Requirement — Reproduce the lines below exactly. Begin with the first, end with the line containing "0 4px,transparent 0", and leave out the pictures.

Dataset excerpts
□ □ □ □ □ □ □
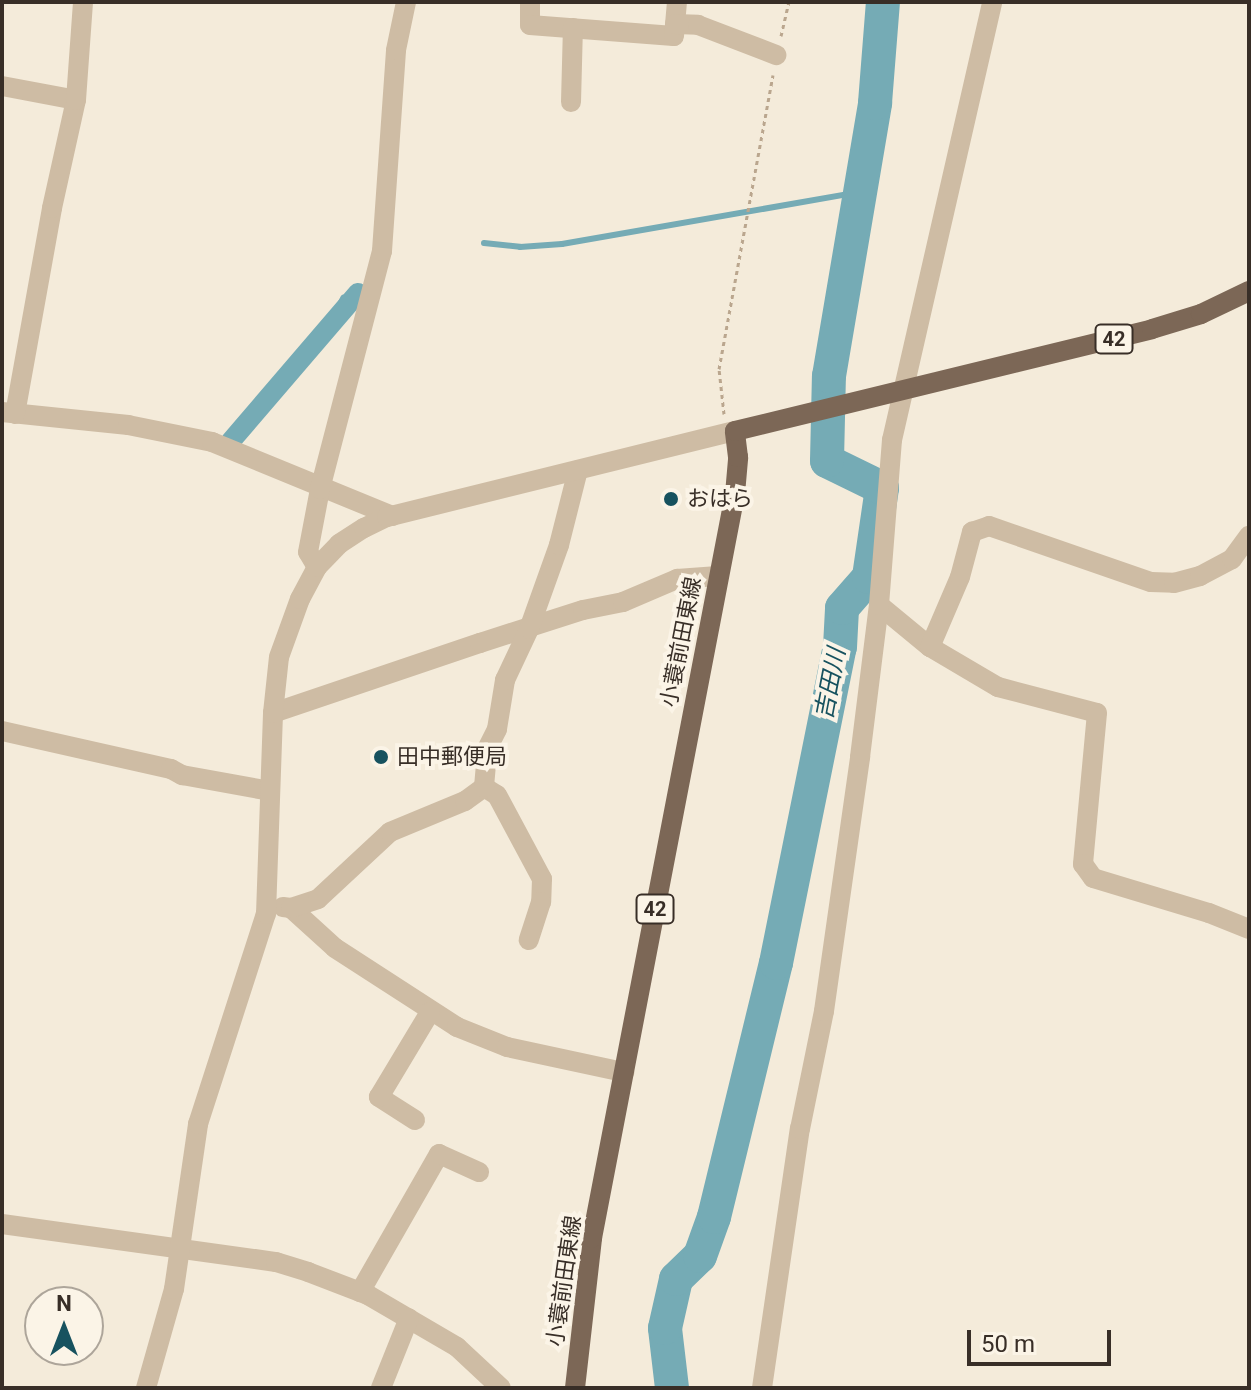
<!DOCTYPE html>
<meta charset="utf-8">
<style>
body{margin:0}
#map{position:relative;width:1251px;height:1390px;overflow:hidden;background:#f4ebda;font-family:Roboto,"Noto Sans JP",sans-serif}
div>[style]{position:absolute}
.stream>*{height:6px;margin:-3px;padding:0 3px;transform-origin:3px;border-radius:3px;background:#75abb5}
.canal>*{height:20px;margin:-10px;padding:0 10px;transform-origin:10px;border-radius:10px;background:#75abb5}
.river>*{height:34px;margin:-17px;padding:0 17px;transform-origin:17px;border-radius:17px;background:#75abb5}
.path>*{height:3px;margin-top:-1.5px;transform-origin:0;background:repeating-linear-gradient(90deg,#baa68e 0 4px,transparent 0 8px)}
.minor>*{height:20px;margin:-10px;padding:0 10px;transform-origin:10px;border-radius:10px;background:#cebca4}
.tertiary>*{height:20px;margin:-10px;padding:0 10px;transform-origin:10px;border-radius:10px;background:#cebca4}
.primary>*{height:20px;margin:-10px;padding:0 10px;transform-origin:10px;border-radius:10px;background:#7c6756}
.dots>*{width:22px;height:22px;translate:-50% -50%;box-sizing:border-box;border:4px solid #fbf4e7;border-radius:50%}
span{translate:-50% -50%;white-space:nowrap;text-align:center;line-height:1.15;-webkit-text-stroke:8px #fbf4e7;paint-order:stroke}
.shield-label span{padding:2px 6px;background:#fbf4e7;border:2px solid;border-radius:6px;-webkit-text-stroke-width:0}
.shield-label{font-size:20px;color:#382e27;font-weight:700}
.poi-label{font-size:22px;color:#382e27}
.left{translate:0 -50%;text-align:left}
.street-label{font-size:22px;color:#382e27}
.water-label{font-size:24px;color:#17525f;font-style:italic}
.frame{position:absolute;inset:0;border:4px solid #382e27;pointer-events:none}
.north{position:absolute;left:24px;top:1286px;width:80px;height:80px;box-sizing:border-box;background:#fbf4e7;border:2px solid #ada59a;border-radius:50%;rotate:0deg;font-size:22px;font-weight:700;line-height:32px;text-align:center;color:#382e27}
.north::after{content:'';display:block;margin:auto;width:28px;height:36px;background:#17525f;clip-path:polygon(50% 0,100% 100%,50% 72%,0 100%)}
.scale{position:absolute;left:967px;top:1330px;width:144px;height:36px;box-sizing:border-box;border:4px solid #382e27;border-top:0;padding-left:10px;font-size:24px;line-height:28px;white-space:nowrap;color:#382e27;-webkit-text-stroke:6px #fbf4e7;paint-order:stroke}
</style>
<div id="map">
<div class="stream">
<div style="left:484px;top:243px;width:36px;rotate:6deg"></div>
<div style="left:520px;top:247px;width:42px;rotate:-4.1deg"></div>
<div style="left:562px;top:244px;width:303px;rotate:-9.9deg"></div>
<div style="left:328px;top:328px;width:34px;rotate:-63deg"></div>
</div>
<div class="canal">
<div style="left:231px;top:441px;width:195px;rotate:-49.4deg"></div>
</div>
<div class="river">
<div style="left:672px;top:1388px;width:60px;rotate:-96.7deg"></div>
<div style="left:665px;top:1328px;width:50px;rotate:-77.3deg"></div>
<div style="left:676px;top:1279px;width:33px;rotate:-44deg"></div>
<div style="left:700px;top:1256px;width:41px;rotate:-70.3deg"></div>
<div style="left:714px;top:1217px;width:261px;rotate:-76.3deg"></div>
<div style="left:776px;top:963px;width:322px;rotate:-78.6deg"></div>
<div style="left:840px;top:647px;width:39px;rotate:-87deg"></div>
<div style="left:842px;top:608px;width:41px;rotate:-48.9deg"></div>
<div style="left:869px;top:577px;width:90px;rotate:-81.7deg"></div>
<div style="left:882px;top:488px;width:61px;rotate:-153.9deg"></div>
<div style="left:827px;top:461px;width:85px;rotate:-88.7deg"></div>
<div style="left:829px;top:376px;width:277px;rotate:-80.4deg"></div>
<div style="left:875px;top:103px;width:101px;rotate:-85.5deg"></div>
</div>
<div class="path">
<div style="left:781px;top:36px;width:35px;rotate:-77deg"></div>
<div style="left:724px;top:414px;width:45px;rotate:-96.3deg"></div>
<div style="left:719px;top:369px;width:299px;rotate:-79.6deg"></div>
</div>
<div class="minor">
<div style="left:530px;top:2px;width:23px;rotate:90deg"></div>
<div style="left:530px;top:25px;width:144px;rotate:4.4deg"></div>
<div style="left:674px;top:36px;width:34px;rotate:-85deg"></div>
<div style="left:675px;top:24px;width:23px;rotate:2deg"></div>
<div style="left:698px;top:25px;width:84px;rotate:21deg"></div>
<div style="left:2px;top:86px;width:75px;rotate:10.7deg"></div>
<div style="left:571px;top:102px;width:74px;rotate:-88.5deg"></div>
<div style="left:2px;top:412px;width:127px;rotate:5.9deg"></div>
<div style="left:128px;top:425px;width:86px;rotate:11.4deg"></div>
<div style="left:212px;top:442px;width:195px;rotate:22.3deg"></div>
<div style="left:15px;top:414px;width:209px;rotate:-79.8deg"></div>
<div style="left:52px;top:208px;width:111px;rotate:-77.5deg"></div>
<div style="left:76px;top:100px;width:98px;rotate:-85.9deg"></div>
<div style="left:317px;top:567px;width:17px;rotate:-121deg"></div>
<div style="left:308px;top:552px;width:64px;rotate:-79.2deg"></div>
<div style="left:320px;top:489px;width:246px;rotate:-75.4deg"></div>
<div style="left:382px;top:251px;width:201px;rotate:-86deg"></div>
<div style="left:396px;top:50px;width:49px;rotate:-78.2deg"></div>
<div style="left:879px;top:605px;width:66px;rotate:39.5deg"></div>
<div style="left:930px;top:647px;width:79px;rotate:30.5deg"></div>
<div style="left:998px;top:687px;width:102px;rotate:14.7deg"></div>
<div style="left:1097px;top:713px;width:152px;rotate:95.3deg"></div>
<div style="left:1083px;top:864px;width:17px;rotate:54deg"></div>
<div style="left:1093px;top:878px;width:121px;rotate:16.8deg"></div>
<div style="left:1209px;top:913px;width:43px;rotate:21.8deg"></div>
<div style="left:930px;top:647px;width:76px;rotate:-66.8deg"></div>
<div style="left:960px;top:577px;width:47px;rotate:-75.1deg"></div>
<div style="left:972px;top:532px;width:18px;rotate:-19deg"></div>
<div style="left:989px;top:526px;width:171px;rotate:19.1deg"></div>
<div style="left:1151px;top:582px;width:23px;rotate:2deg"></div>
<div style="left:1174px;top:583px;width:27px;rotate:-15deg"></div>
<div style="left:1200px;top:576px;width:36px;rotate:-28deg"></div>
<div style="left:1232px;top:559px;width:29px;rotate:-54deg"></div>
<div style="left:273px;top:713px;width:219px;rotate:-18.7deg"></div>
<div style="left:480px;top:643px;width:108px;rotate:-17.8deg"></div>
<div style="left:583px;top:610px;width:41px;rotate:-11.3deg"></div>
<div style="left:623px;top:602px;width:59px;rotate:-23.1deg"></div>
<div style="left:677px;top:579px;width:41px;rotate:-4.2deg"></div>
<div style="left:2px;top:731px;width:173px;rotate:12.7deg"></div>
<div style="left:171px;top:769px;width:13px;rotate:29deg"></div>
<div style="left:182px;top:775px;width:89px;rotate:10.3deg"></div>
<div style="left:484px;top:787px;width:15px;rotate:32deg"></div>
<div style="left:497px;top:795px;width:95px;rotate:61.8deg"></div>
<div style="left:542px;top:879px;width:23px;rotate:92deg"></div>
<div style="left:541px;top:902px;width:40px;rotate:108deg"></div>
<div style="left:283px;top:907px;width:8px;rotate:7deg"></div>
<div style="left:291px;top:908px;width:59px;rotate:42.3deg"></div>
<div style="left:335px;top:948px;width:145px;rotate:32.9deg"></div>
<div style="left:457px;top:1027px;width:54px;rotate:21.8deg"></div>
<div style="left:507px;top:1047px;width:120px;rotate:12.1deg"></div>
<div style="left:291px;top:908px;width:28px;rotate:-18deg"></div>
<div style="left:318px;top:899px;width:98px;rotate:-42.9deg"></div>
<div style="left:390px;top:832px;width:81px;rotate:-22.5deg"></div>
<div style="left:465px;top:801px;width:24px;rotate:-36deg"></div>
<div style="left:484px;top:787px;width:38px;rotate:-85deg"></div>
<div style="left:487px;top:749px;width:22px;rotate:-63deg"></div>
<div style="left:497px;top:729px;width:50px;rotate:-80.7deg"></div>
<div style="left:505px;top:680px;width:56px;rotate:-64.8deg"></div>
<div style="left:529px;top:629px;width:89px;rotate:-70.3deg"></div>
<div style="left:559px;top:545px;width:77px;rotate:-75.8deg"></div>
<div style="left:415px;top:1120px;width:43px;rotate:-147.4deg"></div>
<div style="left:379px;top:1097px;width:99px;rotate:-59deg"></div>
<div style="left:2px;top:1224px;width:277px;rotate:7.9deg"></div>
<div style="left:276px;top:1262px;width:34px;rotate:17deg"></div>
<div style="left:308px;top:1272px;width:64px;rotate:21deg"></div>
<div style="left:368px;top:1295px;width:103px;rotate:30.3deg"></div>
<div style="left:457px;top:1347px;width:60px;rotate:43deg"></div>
<div style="left:360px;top:1292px;width:159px;rotate:-60.2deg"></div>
<div style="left:439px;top:1154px;width:44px;rotate:24.2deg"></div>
<div style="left:146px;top:1388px;width:103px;rotate:-74.2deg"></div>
<div style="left:174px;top:1289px;width:167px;rotate:-81.7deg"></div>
<div style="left:198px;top:1124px;width:221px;rotate:-72.1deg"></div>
<div style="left:266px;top:914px;width:201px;rotate:-88deg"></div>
<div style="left:273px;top:713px;width:56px;rotate:-83.9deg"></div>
<div style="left:381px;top:1388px;width:75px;rotate:-68.2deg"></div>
<div style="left:762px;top:1388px;width:262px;rotate:-81.7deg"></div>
<div style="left:800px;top:1129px;width:120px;rotate:-78.5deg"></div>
<div style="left:824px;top:1011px;width:257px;rotate:-81.9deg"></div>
<div style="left:860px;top:757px;width:153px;rotate:-82.9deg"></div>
<div style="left:879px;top:605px;width:166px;rotate:-85.5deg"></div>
<div style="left:892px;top:440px;width:449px;rotate:-77.1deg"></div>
</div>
<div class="tertiary">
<div style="left:279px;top:657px;width:62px;rotate:-70.1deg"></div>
<div style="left:300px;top:599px;width:36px;rotate:-62deg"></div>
<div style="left:317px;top:567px;width:32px;rotate:-46deg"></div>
<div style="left:339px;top:544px;width:30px;rotate:-33deg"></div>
<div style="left:364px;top:528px;width:25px;rotate:-26deg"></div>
<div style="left:387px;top:517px;width:358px;rotate:-13.9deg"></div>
</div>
<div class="primary">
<div style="left:575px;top:1388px;width:151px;rotate:-83.5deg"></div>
<div style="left:592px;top:1238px;width:758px;rotate:-79.12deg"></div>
<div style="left:735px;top:494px;width:37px;rotate:-85deg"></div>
<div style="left:738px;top:457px;width:26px;rotate:-97deg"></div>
<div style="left:735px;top:431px;width:429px;rotate:-13.7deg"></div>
<div style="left:1152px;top:329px;width:51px;rotate:-17deg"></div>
<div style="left:1201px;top:314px;width:53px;rotate:-25.6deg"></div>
</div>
<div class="dots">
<div style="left:671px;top:499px;background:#17525f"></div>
<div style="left:381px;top:757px;background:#17525f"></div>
</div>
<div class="shield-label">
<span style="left:1114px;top:339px">42</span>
<span style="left:655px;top:909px">42</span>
</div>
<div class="poi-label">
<span class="left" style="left:687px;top:499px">おはら</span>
<span class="left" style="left:397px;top:757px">田中郵便局</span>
</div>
<div class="street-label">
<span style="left:681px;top:642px;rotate:-79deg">小蓑前田東線</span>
<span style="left:564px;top:1281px;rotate:-82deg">小蓑前田東線</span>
</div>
<div class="water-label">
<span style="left:831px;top:684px;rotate:-79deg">吉田川</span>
</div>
<div class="frame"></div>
<div class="north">N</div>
<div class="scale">50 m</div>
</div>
□ □ □ □ □ □ □
Expected answer —
<!DOCTYPE html>
<meta charset="utf-8">
<style>
body{margin:0}
#map{position:relative;width:1251px;height:1390px;overflow:hidden;background:#f4ebda;font-family:Roboto,"Noto Sans JP",sans-serif}
div>[style]{position:absolute}
.stream>*{height:6px;margin:-3px;padding:0 3px;transform-origin:3px;border-radius:3px;background:#75abb5}
.canal>*{height:20px;margin:-10px;padding:0 10px;transform-origin:10px;border-radius:10px;background:#75abb5}
.river>*{height:34px;margin:-17px;padding:0 17px;transform-origin:17px;border-radius:17px;background:#75abb5}
.path>*{height:3px;margin-top:-1.5px;transform-origin:0;background:repeating-linear-gradient(90deg,#baa68e 0 4px,transparent 0 8px)}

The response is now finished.